++++ INPUT RECORDS ++++

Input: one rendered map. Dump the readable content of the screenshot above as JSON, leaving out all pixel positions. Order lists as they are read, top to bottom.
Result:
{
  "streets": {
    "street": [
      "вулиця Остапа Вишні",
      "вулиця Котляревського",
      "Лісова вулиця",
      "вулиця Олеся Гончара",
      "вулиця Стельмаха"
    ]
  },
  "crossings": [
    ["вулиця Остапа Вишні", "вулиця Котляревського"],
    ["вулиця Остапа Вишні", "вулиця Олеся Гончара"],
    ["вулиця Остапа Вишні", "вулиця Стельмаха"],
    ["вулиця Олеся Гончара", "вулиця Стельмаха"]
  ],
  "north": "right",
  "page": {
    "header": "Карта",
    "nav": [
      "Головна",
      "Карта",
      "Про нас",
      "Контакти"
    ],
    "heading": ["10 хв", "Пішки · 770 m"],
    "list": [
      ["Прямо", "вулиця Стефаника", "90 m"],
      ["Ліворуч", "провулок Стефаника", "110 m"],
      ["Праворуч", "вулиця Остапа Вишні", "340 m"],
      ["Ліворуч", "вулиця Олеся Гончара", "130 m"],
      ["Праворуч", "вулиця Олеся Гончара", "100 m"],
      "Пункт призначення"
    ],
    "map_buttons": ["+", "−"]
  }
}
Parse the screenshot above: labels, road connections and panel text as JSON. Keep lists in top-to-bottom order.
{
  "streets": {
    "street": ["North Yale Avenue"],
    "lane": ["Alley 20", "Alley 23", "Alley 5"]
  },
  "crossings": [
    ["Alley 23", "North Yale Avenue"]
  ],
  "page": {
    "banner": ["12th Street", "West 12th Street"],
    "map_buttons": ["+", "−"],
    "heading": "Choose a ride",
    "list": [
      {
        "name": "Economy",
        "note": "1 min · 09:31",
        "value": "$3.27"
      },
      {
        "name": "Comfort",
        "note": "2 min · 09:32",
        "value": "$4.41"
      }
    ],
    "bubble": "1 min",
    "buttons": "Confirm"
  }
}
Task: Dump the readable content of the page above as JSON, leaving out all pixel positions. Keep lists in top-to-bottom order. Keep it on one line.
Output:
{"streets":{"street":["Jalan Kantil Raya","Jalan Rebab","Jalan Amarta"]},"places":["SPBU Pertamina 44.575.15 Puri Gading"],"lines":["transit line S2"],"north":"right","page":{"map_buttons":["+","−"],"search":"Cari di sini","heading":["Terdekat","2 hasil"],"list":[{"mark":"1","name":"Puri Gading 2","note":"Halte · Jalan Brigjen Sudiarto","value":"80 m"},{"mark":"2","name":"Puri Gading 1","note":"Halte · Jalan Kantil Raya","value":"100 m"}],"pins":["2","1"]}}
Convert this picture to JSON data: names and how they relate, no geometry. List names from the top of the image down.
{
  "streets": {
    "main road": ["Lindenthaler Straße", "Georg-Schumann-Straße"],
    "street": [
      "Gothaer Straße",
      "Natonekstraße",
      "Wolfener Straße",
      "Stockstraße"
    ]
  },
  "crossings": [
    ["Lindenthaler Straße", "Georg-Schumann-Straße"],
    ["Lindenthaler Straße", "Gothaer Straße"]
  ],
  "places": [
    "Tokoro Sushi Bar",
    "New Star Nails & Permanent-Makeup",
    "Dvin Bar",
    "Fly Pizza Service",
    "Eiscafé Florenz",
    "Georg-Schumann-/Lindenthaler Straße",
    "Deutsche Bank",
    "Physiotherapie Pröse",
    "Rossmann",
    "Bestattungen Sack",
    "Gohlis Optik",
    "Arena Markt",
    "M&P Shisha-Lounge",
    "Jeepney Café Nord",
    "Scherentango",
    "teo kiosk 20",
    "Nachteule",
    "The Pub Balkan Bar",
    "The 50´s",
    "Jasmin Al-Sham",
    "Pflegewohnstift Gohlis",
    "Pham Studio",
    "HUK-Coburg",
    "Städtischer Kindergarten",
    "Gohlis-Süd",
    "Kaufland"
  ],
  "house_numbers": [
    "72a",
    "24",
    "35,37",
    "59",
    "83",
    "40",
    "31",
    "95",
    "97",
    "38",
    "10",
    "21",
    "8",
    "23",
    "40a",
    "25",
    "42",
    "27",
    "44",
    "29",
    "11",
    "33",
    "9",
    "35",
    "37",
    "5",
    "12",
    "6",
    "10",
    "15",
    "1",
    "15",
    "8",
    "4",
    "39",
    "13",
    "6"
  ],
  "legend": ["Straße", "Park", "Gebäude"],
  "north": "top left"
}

++++

Would you output the entire listing exactly as written?

WRITTEN REPLY —
Input: one rendered map. Dump the readable content of the screenshot above as JSON, leaving out all pixel positions. Order lists as they are read, top to bottom.
Result:
{
  "streets": {
    "street": [
      "вулиця Остапа Вишні",
      "вулиця Котляревського",
      "Лісова вулиця",
      "вулиця Олеся Гончара",
      "вулиця Стельмаха"
    ]
  },
  "crossings": [
    ["вулиця Остапа Вишні", "вулиця Котляревського"],
    ["вулиця Остапа Вишні", "вулиця Олеся Гончара"],
    ["вулиця Остапа Вишні", "вулиця Стельмаха"],
    ["вулиця Олеся Гончара", "вулиця Стельмаха"]
  ],
  "north": "right",
  "page": {
    "header": "Карта",
    "nav": [
      "Головна",
      "Карта",
      "Про нас",
      "Контакти"
    ],
    "heading": ["10 хв", "Пішки · 770 m"],
    "list": [
      ["Прямо", "вулиця Стефаника", "90 m"],
      ["Ліворуч", "провулок Стефаника", "110 m"],
      ["Праворуч", "вулиця Остапа Вишні", "340 m"],
      ["Ліворуч", "вулиця Олеся Гончара", "130 m"],
      ["Праворуч", "вулиця Олеся Гончара", "100 m"],
      "Пункт призначення"
    ],
    "map_buttons": ["+", "−"]
  }
}
Parse the screenshot above: labels, road connections and panel text as JSON. Keep lists in top-to-bottom order.
{
  "streets": {
    "street": ["North Yale Avenue"],
    "lane": ["Alley 20", "Alley 23", "Alley 5"]
  },
  "crossings": [
    ["Alley 23", "North Yale Avenue"]
  ],
  "page": {
    "banner": ["12th Street", "West 12th Street"],
    "map_buttons": ["+", "−"],
    "heading": "Choose a ride",
    "list": [
      {
        "name": "Economy",
        "note": "1 min · 09:31",
        "value": "$3.27"
      },
      {
        "name": "Comfort",
        "note": "2 min · 09:32",
        "value": "$4.41"
      }
    ],
    "bubble": "1 min",
    "buttons": "Confirm"
  }
}
Task: Dump the readable content of the page above as JSON, leaving out all pixel positions. Keep lists in top-to-bottom order. Keep it on one line.
Output:
{"streets":{"street":["Jalan Kantil Raya","Jalan Rebab","Jalan Amarta"]},"places":["SPBU Pertamina 44.575.15 Puri Gading"],"lines":["transit line S2"],"north":"right","page":{"map_buttons":["+","−"],"search":"Cari di sini","heading":["Terdekat","2 hasil"],"list":[{"mark":"1","name":"Puri Gading 2","note":"Halte · Jalan Brigjen Sudiarto","value":"80 m"},{"mark":"2","name":"Puri Gading 1","note":"Halte · Jalan Kantil Raya","value":"100 m"}],"pins":["2","1"]}}
Convert this picture to JSON data: names and how they relate, no geometry. List names from the top of the image down.
{
  "streets": {
    "main road": ["Lindenthaler Straße", "Georg-Schumann-Straße"],
    "street": [
      "Gothaer Straße",
      "Natonekstraße",
      "Wolfener Straße",
      "Stockstraße"
    ]
  },
  "crossings": [
    ["Lindenthaler Straße", "Georg-Schumann-Straße"],
    ["Lindenthaler Straße", "Gothaer Straße"]
  ],
  "places": [
    "Tokoro Sushi Bar",
    "New Star Nails & Permanent-Makeup",
    "Dvin Bar",
    "Fly Pizza Service",
    "Eiscafé Florenz",
    "Georg-Schumann-/Lindenthaler Straße",
    "Deutsche Bank",
    "Physiotherapie Pröse",
    "Rossmann",
    "Bestattungen Sack",
    "Gohlis Optik",
    "Arena Markt",
    "M&P Shisha-Lounge",
    "Jeepney Café Nord",
    "Scherentango",
    "teo kiosk 20",
    "Nachteule",
    "The Pub Balkan Bar",
    "The 50´s",
    "Jasmin Al-Sham",
    "Pflegewohnstift Gohlis",
    "Pham Studio",
    "HUK-Coburg",
    "Städtischer Kindergarten",
    "Gohlis-Süd",
    "Kaufland"
  ],
  "house_numbers": [
    "72a",
    "24",
    "35,37",
    "59",
    "83",
    "40",
    "31",
    "95",
    "97",
    "38",
    "10",
    "21",
    "8",
    "23",
    "40a",
    "25",
    "42",
    "27",
    "44",
    "29",
    "11",
    "33",
    "9",
    "35",
    "37",
    "5",
    "12",
    "6",
    "10",
    "15",
    "1",
    "15",
    "8",
    "4",
    "39",
    "13",
    "6"
  ],
  "legend": ["Straße", "Park", "Gebäude"],
  "north": "top left"
}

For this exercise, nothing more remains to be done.